-------- INPUT

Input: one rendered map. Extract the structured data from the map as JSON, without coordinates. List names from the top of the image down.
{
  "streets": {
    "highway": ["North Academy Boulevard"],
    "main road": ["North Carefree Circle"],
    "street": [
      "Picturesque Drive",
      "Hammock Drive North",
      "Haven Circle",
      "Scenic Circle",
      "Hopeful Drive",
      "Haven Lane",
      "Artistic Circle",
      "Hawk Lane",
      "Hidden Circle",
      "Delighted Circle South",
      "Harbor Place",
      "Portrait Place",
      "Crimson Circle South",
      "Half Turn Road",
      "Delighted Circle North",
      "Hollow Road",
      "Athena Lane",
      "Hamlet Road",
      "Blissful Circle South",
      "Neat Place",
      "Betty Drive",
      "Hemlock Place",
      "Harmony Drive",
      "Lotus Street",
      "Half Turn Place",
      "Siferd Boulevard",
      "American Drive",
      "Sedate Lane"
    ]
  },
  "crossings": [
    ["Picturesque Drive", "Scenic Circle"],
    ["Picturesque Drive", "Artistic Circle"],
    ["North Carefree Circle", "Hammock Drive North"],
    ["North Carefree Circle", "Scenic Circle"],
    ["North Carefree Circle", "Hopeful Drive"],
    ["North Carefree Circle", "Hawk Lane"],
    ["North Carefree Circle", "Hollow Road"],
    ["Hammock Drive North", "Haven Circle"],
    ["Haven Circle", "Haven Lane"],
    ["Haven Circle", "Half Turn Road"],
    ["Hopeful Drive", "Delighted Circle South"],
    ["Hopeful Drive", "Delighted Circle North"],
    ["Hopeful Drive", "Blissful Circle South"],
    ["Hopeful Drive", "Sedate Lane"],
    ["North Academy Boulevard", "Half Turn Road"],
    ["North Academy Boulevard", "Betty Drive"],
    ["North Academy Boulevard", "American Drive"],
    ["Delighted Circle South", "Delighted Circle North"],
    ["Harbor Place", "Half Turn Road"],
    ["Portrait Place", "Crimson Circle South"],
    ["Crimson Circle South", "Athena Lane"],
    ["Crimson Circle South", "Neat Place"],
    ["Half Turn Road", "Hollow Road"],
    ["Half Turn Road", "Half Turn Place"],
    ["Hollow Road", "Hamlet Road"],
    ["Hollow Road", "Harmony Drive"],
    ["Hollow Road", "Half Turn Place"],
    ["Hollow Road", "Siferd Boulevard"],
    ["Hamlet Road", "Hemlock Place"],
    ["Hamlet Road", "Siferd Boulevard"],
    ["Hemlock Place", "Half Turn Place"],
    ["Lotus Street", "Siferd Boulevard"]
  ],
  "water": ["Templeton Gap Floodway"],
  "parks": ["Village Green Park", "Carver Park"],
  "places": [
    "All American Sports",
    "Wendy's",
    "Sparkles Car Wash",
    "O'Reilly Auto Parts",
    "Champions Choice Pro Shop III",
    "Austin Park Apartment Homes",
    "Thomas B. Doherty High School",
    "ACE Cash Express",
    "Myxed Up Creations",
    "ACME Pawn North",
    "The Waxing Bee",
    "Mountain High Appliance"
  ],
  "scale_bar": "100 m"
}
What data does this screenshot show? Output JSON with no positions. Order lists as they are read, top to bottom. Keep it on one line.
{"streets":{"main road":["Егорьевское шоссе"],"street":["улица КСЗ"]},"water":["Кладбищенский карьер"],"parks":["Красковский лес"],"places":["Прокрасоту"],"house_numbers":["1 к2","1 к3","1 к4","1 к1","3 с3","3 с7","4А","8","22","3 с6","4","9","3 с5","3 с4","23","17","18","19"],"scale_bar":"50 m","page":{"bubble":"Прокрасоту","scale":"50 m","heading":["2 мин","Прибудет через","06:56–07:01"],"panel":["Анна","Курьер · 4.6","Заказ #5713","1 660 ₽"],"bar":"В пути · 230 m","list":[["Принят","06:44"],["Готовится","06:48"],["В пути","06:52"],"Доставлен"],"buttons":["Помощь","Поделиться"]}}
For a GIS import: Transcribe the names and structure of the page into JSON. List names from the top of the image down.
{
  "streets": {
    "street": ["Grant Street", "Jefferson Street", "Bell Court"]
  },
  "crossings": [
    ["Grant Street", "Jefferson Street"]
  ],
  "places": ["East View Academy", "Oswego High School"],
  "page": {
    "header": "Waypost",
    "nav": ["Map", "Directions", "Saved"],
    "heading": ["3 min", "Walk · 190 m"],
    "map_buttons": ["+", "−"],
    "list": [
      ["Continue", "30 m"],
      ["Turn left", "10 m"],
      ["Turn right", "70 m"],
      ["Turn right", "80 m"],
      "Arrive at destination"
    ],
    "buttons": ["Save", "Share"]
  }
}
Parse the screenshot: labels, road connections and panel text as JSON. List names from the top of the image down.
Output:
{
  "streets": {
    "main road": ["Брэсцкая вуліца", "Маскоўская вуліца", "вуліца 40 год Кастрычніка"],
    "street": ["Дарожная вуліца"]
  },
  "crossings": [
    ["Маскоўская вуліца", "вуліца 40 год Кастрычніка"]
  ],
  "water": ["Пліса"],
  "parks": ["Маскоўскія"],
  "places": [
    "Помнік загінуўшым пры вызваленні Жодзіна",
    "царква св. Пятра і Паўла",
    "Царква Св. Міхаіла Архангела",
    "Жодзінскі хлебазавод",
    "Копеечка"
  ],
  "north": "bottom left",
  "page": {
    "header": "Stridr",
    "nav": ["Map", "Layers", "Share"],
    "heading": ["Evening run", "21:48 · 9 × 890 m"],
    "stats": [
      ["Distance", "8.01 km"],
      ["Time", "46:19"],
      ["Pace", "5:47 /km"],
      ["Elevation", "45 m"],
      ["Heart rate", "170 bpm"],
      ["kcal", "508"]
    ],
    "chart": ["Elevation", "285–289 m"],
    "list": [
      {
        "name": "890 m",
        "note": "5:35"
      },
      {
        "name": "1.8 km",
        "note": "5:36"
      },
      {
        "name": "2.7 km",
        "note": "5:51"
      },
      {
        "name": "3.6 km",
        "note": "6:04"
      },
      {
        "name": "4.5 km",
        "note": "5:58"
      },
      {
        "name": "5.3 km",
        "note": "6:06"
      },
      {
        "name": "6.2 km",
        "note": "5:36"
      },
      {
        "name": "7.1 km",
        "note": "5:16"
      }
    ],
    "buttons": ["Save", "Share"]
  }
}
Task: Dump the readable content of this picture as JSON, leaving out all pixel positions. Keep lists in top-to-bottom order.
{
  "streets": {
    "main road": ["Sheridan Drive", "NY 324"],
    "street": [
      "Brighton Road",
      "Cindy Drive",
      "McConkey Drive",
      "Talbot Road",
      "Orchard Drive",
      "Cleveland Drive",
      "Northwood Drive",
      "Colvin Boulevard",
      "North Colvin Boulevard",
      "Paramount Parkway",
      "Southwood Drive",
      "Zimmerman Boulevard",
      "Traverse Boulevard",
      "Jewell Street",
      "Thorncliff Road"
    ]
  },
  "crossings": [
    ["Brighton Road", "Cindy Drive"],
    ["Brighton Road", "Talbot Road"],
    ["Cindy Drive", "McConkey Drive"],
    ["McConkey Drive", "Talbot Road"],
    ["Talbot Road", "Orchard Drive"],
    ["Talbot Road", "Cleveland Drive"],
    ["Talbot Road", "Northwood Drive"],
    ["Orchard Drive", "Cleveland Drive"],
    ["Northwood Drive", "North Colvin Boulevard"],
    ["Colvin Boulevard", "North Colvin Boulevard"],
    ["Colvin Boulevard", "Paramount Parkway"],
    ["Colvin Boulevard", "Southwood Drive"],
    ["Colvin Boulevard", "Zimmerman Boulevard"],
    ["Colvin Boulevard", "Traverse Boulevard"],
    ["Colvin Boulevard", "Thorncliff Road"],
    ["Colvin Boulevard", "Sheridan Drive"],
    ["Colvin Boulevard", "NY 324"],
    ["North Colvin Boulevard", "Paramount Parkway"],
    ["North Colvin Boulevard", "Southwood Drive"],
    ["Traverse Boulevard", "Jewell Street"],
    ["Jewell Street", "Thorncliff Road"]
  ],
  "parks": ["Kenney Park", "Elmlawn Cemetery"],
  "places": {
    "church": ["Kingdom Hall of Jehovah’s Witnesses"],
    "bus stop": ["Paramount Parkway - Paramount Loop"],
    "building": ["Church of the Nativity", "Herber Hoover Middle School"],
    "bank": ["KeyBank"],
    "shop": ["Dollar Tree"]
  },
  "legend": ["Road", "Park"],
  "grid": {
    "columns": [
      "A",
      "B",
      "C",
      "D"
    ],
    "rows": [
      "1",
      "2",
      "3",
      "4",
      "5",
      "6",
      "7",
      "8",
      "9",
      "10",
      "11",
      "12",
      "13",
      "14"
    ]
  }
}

----------------

▶ INSTRUCTIONS TO FOLLOW:
Take from the listing above each line that contains the string "Hamlet".

▶ RESPONSE TO THE EXERCISE:
      "Hamlet Road",
    ["Hollow Road", "Hamlet Road"],
    ["Hamlet Road", "Hemlock Place"],
    ["Hamlet Road", "Siferd Boulevard"],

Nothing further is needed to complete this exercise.